イベントは主なものだけでも以下のようなものがある。
- プライド(LGBT(レズビアン・ゲイ・バイセクシャル・トランスジェンダー)コミュニティの性の多様性を祝う祭りで、6月末から7月初旬にかけて開かれる。毎年恒例の日曜パレードのほか、コンサートなど多彩なイ
ベントが盛りだくさん。訪れる人は一週間で100万人にも上るとか。 - カナダデー(カナダ建国記念日である7月1日に各地でイベントが開かれる。ただ恒例の打ち上げ花火は日本のに比べると物足りない)
- カリバーナ(カリビアンコミュニティのお祭り。8月第一週末に行われるカラフルなコスチュームと音楽のパレードは120万人の観光客が訪れ大変な盛り上がりをみせる)
- カナダ・ナショナル・エグジビッション(通称CNE、8月後半にオンタリオ湖沿いの広場で開かれる移動式遊園地)

ダイクマーチで見かけたプライド仕様の市営バス
その他にも、多文化・多国籍のこの街を反映したアフロフェスト、サルサ祭り、テイスト・オブ・ダンフォース(グリーク街のダンフォースタウンでの祭り)、インディアンバザールなども、それぞれ個性的で楽しい。
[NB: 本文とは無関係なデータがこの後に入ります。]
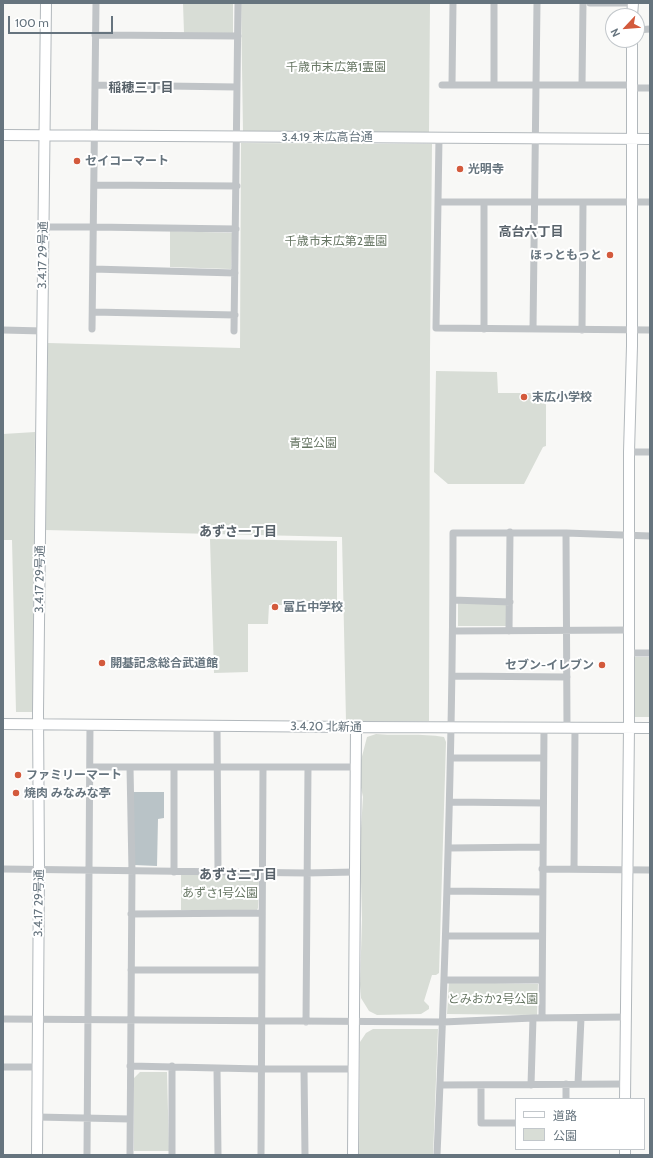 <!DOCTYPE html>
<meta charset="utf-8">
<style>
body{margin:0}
#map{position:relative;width:653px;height:1158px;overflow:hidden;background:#f8f8f6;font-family:Cabin,"Noto Sans JP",sans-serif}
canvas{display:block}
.frame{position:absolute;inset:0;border:4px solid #66747e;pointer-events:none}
.legend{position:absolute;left:515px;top:1098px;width:130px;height:52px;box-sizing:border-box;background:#fff;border:1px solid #c2c7cb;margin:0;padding:5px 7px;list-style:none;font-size:12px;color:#66747e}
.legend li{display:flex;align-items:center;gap:8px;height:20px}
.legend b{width:20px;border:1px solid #c2c7cb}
.north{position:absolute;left:605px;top:8px;width:40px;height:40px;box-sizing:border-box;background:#fff;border:1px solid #c2c7cb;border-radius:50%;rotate:244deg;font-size:11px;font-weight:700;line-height:16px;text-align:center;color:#66747e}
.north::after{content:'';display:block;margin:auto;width:14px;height:18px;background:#d35a3c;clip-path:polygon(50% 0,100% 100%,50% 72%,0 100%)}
.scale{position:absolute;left:8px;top:16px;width:105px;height:18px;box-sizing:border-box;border:2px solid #66747e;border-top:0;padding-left:5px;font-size:12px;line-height:14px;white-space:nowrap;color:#66747e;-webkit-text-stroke:3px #fff;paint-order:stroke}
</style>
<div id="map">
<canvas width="653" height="1158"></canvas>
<div class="frame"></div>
<ul class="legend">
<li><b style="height:5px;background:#fff"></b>道路</li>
<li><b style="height:11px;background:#d8ddd6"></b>公園</li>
</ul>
<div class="north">N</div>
<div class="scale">100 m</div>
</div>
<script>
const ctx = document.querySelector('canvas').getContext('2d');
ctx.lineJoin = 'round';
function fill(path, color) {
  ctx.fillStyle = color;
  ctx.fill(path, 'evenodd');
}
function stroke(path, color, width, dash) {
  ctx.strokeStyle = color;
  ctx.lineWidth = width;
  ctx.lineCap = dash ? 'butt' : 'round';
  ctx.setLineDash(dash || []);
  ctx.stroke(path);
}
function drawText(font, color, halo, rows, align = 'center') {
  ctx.font = font + ' Cabin,"Noto Sans JP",sans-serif';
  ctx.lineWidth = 4;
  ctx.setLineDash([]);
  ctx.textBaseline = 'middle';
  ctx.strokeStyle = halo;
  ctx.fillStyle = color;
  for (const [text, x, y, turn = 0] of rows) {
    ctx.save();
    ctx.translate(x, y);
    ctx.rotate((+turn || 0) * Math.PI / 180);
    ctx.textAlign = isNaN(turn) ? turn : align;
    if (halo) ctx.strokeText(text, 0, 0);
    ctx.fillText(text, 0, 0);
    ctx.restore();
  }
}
fill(new Path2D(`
 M183,3H233V33H184Z
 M241,3H430L429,132H243Z
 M241,143L432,144L430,351L429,721H346L342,537L45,530L48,343L240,348Z
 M170,231L233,233L231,269L170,267Z
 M436,371L497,372L498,393H546V446L543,447L524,484H448L434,472Z
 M35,432L33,712H16L12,540H3V434Z
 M210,539L337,541V605H269L268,624H248V672L214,673Z
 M458,603L507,604L506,626H458Z
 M634,657H650V717H634Z
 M376,734C398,736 421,733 444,737L446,742L439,973L436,975H432L424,1001L429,1006V1009L421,1014L377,1015L369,1011L361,998L360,985L362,919L360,844L363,797L359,778L360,764L367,737Z
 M181,875H257L259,878L258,908L257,910H181Z
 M449,982L538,984L537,1015L447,1014Z
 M373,1029H438L433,1155H359L360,1042L366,1033Z
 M140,1072H167L169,1151H134V1078Z`), '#d8ddd6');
fill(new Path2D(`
 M134,792H164V818L158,819L157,866L134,865Z`), '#b9c3c7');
const secondary = new Path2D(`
 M632,16L633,3
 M3,135L650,139
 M3,724L356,727L650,728
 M625,1099L629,727V452L632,346V40
 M37,1155L39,869L38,712L46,3
 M353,1155L356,727
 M625,1155V1149`);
stroke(secondary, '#b2b8bc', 12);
stroke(new Path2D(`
 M590,3H633
 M637,30L650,29
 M95,35L238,36
 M452,84L453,3
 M494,84V3
 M95,85L237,87
 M442,85H632
 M582,85L583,3
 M632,88H650
 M439,138L436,328L650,330
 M94,185L237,186
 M438,202H650
 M44,227H93L236,229
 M93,269L235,273
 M93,312L235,315
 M92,329L96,3
 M484,329V202
 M533,329L537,3
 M3,330L43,331
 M582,330L583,202
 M234,331L238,3
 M629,452H650
 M566,533L567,728
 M453,600L510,602
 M453,631L629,630
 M509,631L510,532
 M629,653H650
 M452,676L567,677
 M217,726L218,871
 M451,758H543
 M90,767H355
 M450,802L543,803
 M449,848L543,847
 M3,869L306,873L355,872
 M542,869L650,870
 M574,869L575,728
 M174,872V767
 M447,891L542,892
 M131,914L261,913
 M446,936H542
 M131,970H261
 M445,980H542
 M542,1018L544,728
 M3,1019L443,1022L533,1018L626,1017
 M306,1022L308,767
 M130,1066L261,1069H354
 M172,1066V1155
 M3,1067H37
 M217,1069L218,1155
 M304,1069L305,1155
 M578,1084L581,1018
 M440,1085L625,1084
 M481,1085V1123H516
 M531,1085L533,1018
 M566,1099V1084
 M37,1117L130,1119
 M87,1155L90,725
 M130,1155L132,871L130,767
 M261,1155L263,767
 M437,1155C446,948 453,740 453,533H566L650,536`), '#c0c4c7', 7);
stroke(secondary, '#fff', 10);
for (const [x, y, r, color] of [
 [77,161,4,"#d35a3c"],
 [460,169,4,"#d35a3c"],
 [610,255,4,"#d35a3c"],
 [524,397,4,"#d35a3c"],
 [275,607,4,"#d35a3c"],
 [102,663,4,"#d35a3c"],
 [602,665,4,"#d35a3c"],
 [18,775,4,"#d35a3c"],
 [16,793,4,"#d35a3c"]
]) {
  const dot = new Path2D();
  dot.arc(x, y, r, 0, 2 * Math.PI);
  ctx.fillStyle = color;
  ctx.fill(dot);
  stroke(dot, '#fff', 1.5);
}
drawText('12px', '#687765', '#fff', [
 ["千歳市末広第1霊園",336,67],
 ["千歳市末広第2霊園",336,241],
 ["青空公園",313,443],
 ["あずさ1号公園",220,893],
 ["とみおか2号公園",493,999]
]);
drawText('12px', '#66747e', '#fff', [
 ["3.4.19 末広高台通",327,137],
 ["3.4.17 29号通",43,255,-89],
 ["3.4.17 29号通",40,579,-89],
 ["3.4.20 北新通",326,727,1],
 ["3.4.17 29号通",39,903,-89]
]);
drawText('bold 12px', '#66747e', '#fff', [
 ["セイコーマート",85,161],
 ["光明寺",468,169],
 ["ほっともっと",602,255,"right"],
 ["末広小学校",532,397],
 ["富丘中学校",283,607],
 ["開基記念総合武道館",110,663],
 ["セブン-イレブン",594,665,"right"],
 ["ファミリーマート",26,775],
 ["焼肉 みなみな亭",24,793]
], 'left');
drawText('bold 13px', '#58626a', '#fff', [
 ["稲穂三丁目",141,88],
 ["高台六丁目",531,232],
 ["あずさ一丁目",238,532],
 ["あずさ二丁目",238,875]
]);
</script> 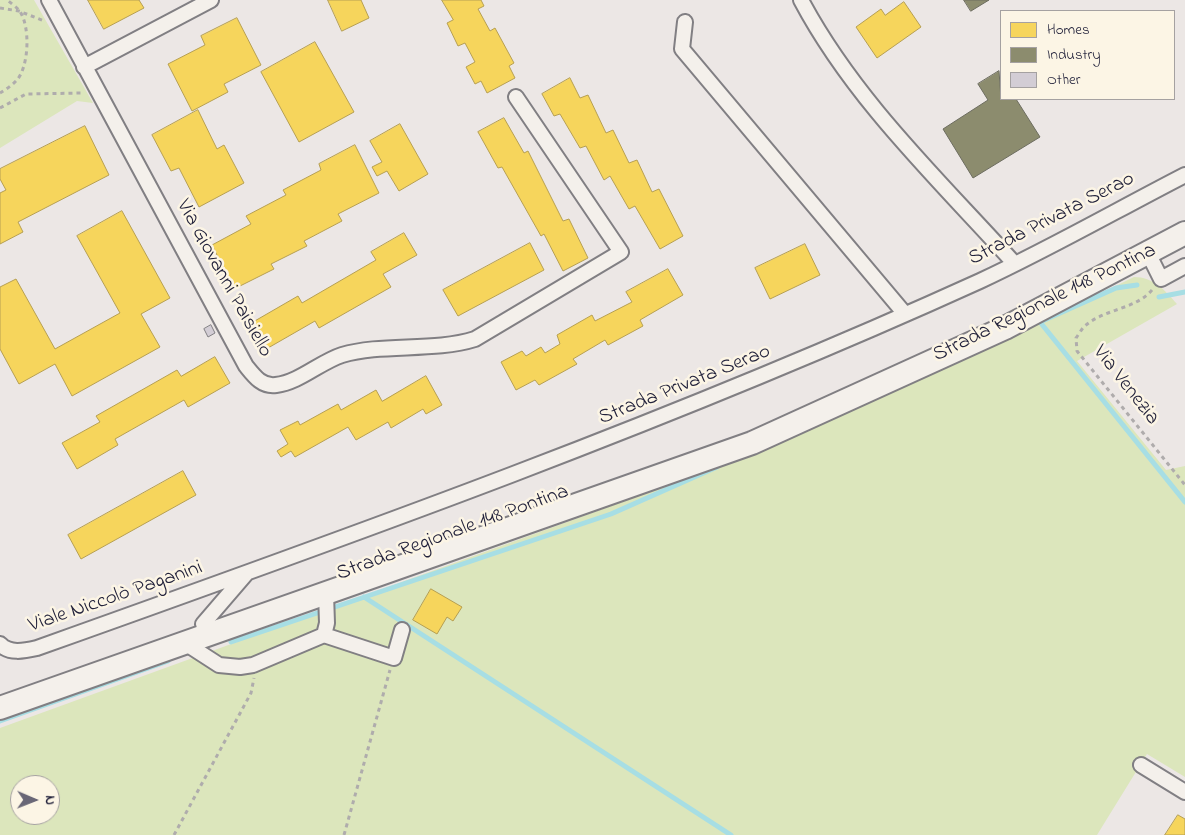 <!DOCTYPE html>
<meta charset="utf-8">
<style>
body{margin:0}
#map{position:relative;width:1185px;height:835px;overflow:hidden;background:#ece7e5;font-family:"Indie Flower",sans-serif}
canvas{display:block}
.legend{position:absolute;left:1000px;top:10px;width:175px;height:90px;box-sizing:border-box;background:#fcf5e5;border:1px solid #a5a1a1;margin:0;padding:6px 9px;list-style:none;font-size:15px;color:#22223b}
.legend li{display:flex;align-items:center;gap:10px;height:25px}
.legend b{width:25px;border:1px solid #a5a1a1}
.north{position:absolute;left:10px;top:775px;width:50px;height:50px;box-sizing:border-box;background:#fcf5e5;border:1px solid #a5a1a1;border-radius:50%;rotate:91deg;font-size:14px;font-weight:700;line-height:20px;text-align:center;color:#22223b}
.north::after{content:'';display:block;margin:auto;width:18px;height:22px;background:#696776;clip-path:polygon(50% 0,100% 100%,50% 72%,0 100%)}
</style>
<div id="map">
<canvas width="1185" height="835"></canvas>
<ul class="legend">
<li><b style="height:14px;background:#f6d55c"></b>Homes</li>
<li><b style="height:14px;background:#8c8c6e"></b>Industry</li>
<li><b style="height:14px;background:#d3cdd5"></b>Other</li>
</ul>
<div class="north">N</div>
</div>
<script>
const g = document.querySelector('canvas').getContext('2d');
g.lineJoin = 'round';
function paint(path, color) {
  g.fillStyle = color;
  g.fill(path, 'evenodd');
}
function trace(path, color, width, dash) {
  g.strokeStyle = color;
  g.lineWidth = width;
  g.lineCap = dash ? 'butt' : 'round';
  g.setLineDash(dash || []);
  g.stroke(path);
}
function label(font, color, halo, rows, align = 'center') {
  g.font = font + ' "Indie Flower",sans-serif';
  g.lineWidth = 5;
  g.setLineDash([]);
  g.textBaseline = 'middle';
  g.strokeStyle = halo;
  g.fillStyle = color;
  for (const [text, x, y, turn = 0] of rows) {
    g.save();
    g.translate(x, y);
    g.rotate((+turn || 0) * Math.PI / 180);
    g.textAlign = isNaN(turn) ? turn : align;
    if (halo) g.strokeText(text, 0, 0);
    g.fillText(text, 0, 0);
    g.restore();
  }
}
const green = new Path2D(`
 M0,0H34L93,103L77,101L0,148Z
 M1134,277C1153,277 1165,290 1177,304L1077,361L1166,470L1185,466V777L1147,754L1097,835H0V728L655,490L956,364ZM20,785H50V815H20Z`);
const homes = new Path2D(`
 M88,0H139L144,8L104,29Z
 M328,0H361L369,18L342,31Z
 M442,0H481L484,6L478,9L490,31L495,28L514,63L509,66L515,78L487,93L481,81L475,84L466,67L475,62L465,43L458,46L447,23L453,20Z
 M904,2L921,27L877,58L856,27L881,9L885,15Z
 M237,18L261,65L224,84L228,92L192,111L168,64L205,45L201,36Z
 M315,42L354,112L299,142L261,72Z
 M570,78L580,98L588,95L606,133L613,130L629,163L637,160L652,192L659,189L683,236L660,249L635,206L629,209L610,176L604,180L586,146L580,148L560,114L554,116L542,94Z
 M198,110L217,149L224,145L244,183L199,207L179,168L171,171L152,135Z
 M504,118L524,153L528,151L563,221L569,219L588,258L563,271L544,234L541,236L502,167L498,168L478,132Z
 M400,124L428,174L399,191L387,171L377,176L372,167L382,162L370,141Z
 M85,126L109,175L18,222L23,232L0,244V193L6,190L0,179V169Z
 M355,145L379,193L338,214L342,221L304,241L307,246L271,264L274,269L234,289L212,245L251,224L246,216L286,195L283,190L321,170L319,164Z
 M122,211L170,298L141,314L160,347L72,396L55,364L19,384L0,349V287L16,279L55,349L120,313L77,236Z
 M404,233L417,255L383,274L391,287L319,328L315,321L268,348L253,322L298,296L302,303L376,260L371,252Z
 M530,243L544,270L458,316L443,290Z
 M805,244L820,275L770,299L755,268Z
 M668,269L683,295L640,320L643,326L608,345L605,340L573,359L577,364L539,385L535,380L516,390L501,362L522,351L526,356L541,347L545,353L560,344L557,335L592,315L595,321L632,302L626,292Z
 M215,357L230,383L188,407L184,400L115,439L118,445L77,469L62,443L100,422L96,416L177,370L181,376Z
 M426,376L442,405L426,414L423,409L391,428L388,422L356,440L348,427L295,457L291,451L281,457L277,451L288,444L280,430L298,421L300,425L338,404L341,410L376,390L382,401Z
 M183,471L196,495L81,559L68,535Z
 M431,589L462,607L453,621L447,617L437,634L413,620Z
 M1178,815L1185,819V835H1165Z`);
const industry = new Path2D(`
 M964,0H989L971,11Z
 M999,71L1001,99H1016L1040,137L973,178L943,129L988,100L978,84Z`);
const stream = new Path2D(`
 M1159,297L1185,292
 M1040,322L1116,288L1137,285
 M1040,322L1185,502
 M364,597L731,835
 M231,642L611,514L717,467
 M0,721L168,661`);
const building = new Path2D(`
 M211,325L215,333L208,337L204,329Z`);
const path = new Path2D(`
 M0,8L19,11L44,21
 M0,93C5,90 11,86 16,81C29,68 31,26 19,10C16,7 11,3 7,0
 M0,108L26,94L83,93
 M1152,290C1136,309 1105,309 1086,325C1082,328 1079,334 1076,338L1077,351L1185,485
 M174,835L251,693L254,678
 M344,835L390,670`);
const minor = new Path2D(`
 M49,0L246,366C254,376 262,387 276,385C300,382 320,362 342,355C382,343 434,352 475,339L621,252L516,97
 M801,0C854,100 939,180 1014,263
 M685,22L682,49L905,314
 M84,67L211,0
 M1148,253L1161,279L1185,266
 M203,624L246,574
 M324,635L394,658L402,630
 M185,643L219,665L240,667L253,665L324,635L327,623L326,594
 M0,644C9,654 24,651 37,648C354,535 672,421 980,281C1049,249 1117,210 1185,175
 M1141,765L1185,792`);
const primary = new Path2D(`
 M0,708L752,443L1005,328L1185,233`);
const streetNames = [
 ["Strada Privata Serao",1052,220,-27],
 ["Via Giovanni Paisiello",223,279,61],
 ["Strada Regionale 148 Pontina",1045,304,-26],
 ["Strada Privata Serao",685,386,-22],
 ["Via Venezia",1125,386,52],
 ["Strada Regionale 148 Pontina",453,534,-20],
 ["Viale Niccolò Paganini",116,598,-19]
];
paint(green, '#dce6bc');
paint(homes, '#f6d55c');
trace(homes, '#b69f52', 1);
paint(industry, '#8c8c6e');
trace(industry, '#6c6c5f', 1);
trace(stream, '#a7dee4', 5);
paint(building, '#d3cdd5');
trace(building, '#817f83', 1);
trace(minor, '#817f83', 18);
trace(primary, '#817f83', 26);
trace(path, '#afacac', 3, [4, 4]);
trace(minor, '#f4f0eb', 14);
trace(primary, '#f4f0eb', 22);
label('21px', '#22223b', '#fcf5e5', streetNames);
</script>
エスニックコミュニティ独自の食べ物、音楽、ダンスが競うように披露されて、通りを歩いているだけで飽きることがない。(ただこれらの祭りはエスニックタウンを歩行者天国にして開かれるため、夏の間は市内あちらこちらが通行止めになり、ドライバーにとってはやっかいである。)
トロントっ子の夏のもう一つの楽しみは、オンタリオのいたるところにある湖の湖畔でのキャンプ場やコテージに出かけること。キャンプしながらハイキング、カヌー、水泳など、一週間以上も電気なしの自然の中でのアウトドアを楽しむのも夏のカナダの醍醐味らしいのだが、こちらのほうはこれからの楽しみとしておくことにしたい。